(Collected data)
---
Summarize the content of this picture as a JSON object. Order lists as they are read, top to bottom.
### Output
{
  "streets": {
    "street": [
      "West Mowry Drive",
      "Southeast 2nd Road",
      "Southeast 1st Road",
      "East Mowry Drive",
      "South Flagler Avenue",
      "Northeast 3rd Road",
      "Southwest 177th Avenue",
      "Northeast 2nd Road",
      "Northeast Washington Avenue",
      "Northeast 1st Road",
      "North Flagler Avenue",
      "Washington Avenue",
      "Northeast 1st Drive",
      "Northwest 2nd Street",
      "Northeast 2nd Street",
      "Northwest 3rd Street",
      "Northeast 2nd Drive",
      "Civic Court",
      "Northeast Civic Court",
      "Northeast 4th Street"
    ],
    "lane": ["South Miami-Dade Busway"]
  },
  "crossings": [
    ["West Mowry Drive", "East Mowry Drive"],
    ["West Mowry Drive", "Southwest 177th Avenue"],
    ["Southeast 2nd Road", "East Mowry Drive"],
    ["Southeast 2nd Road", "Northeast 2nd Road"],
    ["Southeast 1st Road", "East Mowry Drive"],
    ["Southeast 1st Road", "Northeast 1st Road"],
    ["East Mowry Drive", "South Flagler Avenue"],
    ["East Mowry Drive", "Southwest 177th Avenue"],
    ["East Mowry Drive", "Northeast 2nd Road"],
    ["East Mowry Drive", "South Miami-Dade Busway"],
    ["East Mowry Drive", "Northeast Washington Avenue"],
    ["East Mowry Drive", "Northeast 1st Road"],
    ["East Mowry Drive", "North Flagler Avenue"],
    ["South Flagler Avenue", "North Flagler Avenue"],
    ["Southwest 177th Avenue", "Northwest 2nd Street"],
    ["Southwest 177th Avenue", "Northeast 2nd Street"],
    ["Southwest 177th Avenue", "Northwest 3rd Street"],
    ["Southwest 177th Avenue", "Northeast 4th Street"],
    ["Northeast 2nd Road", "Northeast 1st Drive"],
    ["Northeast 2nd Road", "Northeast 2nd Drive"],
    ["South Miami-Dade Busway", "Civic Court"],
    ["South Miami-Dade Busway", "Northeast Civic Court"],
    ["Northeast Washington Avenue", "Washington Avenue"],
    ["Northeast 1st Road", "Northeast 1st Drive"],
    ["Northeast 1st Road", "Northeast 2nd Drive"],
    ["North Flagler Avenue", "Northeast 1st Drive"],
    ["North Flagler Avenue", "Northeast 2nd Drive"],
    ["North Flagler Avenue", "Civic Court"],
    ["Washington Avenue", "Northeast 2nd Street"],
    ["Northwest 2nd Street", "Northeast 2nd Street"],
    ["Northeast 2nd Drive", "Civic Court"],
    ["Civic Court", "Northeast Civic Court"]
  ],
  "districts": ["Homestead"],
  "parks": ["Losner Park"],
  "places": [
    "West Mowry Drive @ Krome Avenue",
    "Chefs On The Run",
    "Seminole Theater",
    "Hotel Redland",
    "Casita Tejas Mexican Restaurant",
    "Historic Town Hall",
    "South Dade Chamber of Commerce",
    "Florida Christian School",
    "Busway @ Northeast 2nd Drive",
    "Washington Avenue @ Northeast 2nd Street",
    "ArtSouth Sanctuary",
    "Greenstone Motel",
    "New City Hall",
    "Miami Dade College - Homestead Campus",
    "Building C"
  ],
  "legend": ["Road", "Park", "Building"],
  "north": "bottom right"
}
---
> _The problem_:
Wherever the word "Civic" appears in a line of the data above, copy that line.

> _Task result_:
      "Civic Court",
      "Northeast Civic Court",
    ["South Miami-Dade Busway", "Civic Court"],
    ["South Miami-Dade Busway", "Northeast Civic Court"],
    ["North Flagler Avenue", "Civic Court"],
    ["Northeast 2nd Drive", "Civic Court"],
    ["Civic Court", "Northeast Civic Court"]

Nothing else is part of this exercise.